Banjarmasin, Jukung.co.id — Banjir yang masih merendam sejumlah kawasan di Kelurahan Sungai Andai, Kecamatan Banjarmasin Utara, mendapat perhatian serius dari DPRD Banjarmasin. Ketua DPRD Banjarmasin, Rikval Fachruri bersama jajaran melakukan peninjauan ke lokasi terdampak, baisukan Ahad (11/01/2026). Peninjauan dilakukan di beberapa titik yang hingga kini masih tergenang banyu selutut, meski banjir telah berlangsung hampir setengah bulan.

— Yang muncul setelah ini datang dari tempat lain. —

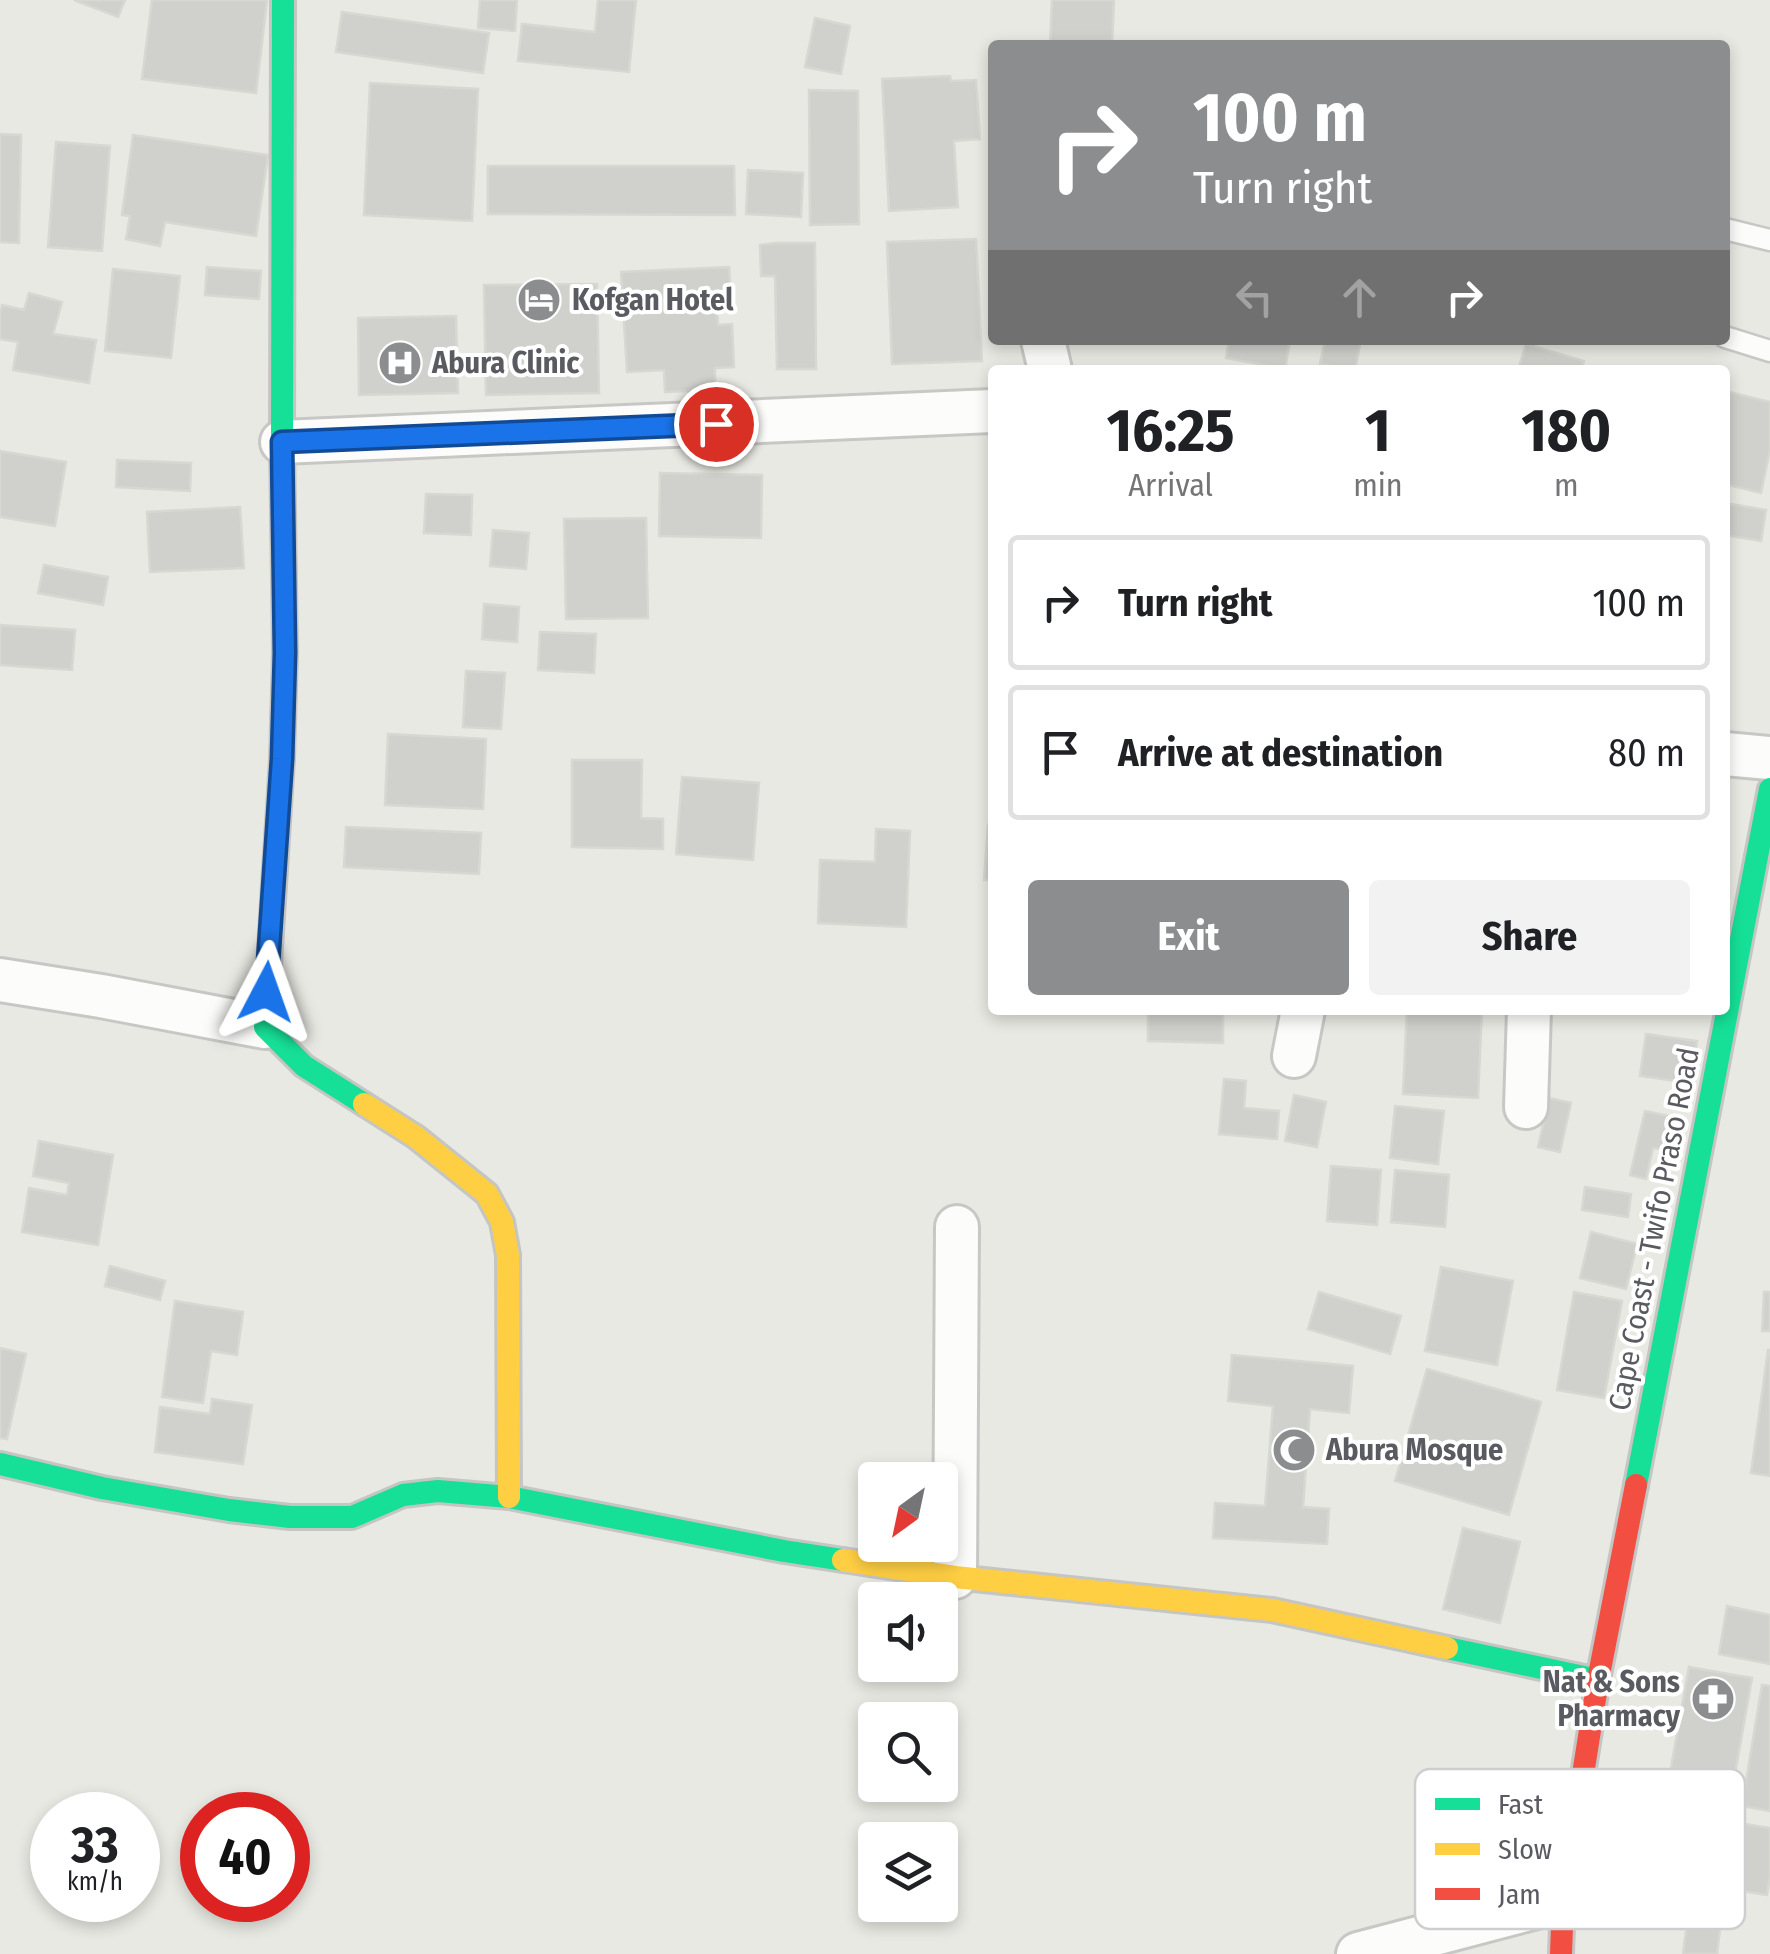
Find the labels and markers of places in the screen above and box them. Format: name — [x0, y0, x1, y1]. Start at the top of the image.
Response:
hotel icon: Kofgan Hotel — [516, 277, 562, 323]
place label: Kofgan Hotel — [572, 282, 734, 318]
hospital icon: Abura Clinic — [377, 340, 423, 386]
place label: Abura Clinic — [431, 345, 580, 381]
pin — [674, 382, 759, 467]
mosque icon: Abura Mosque — [1271, 1427, 1317, 1473]
place label: Abura Mosque — [1325, 1432, 1503, 1468]
place label: Nat & Sons Pharmacy — [1543, 1664, 1681, 1734]
pharmacy icon: Nat & Sons Pharmacy — [1690, 1676, 1736, 1722]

Adapun lokasi yang dikunjungi di antaranya Komplek PWI RT 31, Komplek Andai Jaya Persada, Komplek Malkon Temon, serta Komplek H. Andir di Kelurahan Sungai Andai. Kawasan-kawasan tersebut menjadi wilayah terdampak terparah akibat banjir yang tidak kunjung surut.

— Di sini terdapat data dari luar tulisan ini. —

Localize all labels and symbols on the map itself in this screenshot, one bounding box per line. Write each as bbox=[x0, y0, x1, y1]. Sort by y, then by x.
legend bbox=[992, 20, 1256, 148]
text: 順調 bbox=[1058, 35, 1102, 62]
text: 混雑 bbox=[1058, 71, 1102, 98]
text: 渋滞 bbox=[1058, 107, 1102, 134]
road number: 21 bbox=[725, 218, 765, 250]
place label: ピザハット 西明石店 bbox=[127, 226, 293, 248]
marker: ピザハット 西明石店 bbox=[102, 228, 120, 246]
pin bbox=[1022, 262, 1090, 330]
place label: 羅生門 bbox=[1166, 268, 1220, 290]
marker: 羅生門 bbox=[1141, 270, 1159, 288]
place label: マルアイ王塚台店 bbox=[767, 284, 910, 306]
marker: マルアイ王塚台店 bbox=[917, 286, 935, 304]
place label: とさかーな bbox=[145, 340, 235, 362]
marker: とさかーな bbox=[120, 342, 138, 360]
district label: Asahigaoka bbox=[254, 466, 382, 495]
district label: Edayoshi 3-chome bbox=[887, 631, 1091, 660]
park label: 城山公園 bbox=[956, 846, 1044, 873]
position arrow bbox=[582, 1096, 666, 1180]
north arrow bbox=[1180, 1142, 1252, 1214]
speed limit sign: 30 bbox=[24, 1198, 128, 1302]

Usai meninjau kondisi rumah warga, Ketua dan jajaran DPRD Banjarmasin didampingi perwakilan Dinas Perumahan dan Permukiman (Disperkim), Dinas PUPR, Camat Banjarmasin Utara, serta Lurah Sungai Andai, melanjutkan peninjauan ke titik yang diduga menjadi sumber utama terhambatnya aliran banyu.
Rombongan melihat langsung kondisi aliran sungai di kawasan Komplek Persada, tepatnya di area lahan milik warga yang selawas ini dimanfaatkan sebagai lahan pertanian. Di lokasi tersebut ditemukan adanya pembatas tanah yang menyebabkan aliran sungai tersumbat, sehingga banyu tidak dapat mengalir menuju sungai besar.
Ketua DPRD Banjarmasin, Rikval Fachruri mengatakan, hasil pemantauan lapangan menunjukkan genangan banjir di Sungai Andai disebabkan oleh beberapa titik sumbatan pada aliran sungai. Oleh karena itu, ia meminta dinas terkait untuk segera mengambil langkah cepat agar genangan dapat segera surut.
“Kami sudah melihat langsung penyebabnya. Ada titik-titik yang menyebabkan aliran sungai tersumbat. Saya minta kepada dinas terkait untuk segera menurunkan alat berat dan pasukan turbo guna membersihkan sumbatan utama agar banyu bisa kembali mengalir,” ujarnya.
Ia juga mengungkapkan telah berkoordinasi dengan pihak kecamatan dan kelurahan untuk melakukan pendekatan persuasif kepada pemilik lahan yang terdampak pengerjaan.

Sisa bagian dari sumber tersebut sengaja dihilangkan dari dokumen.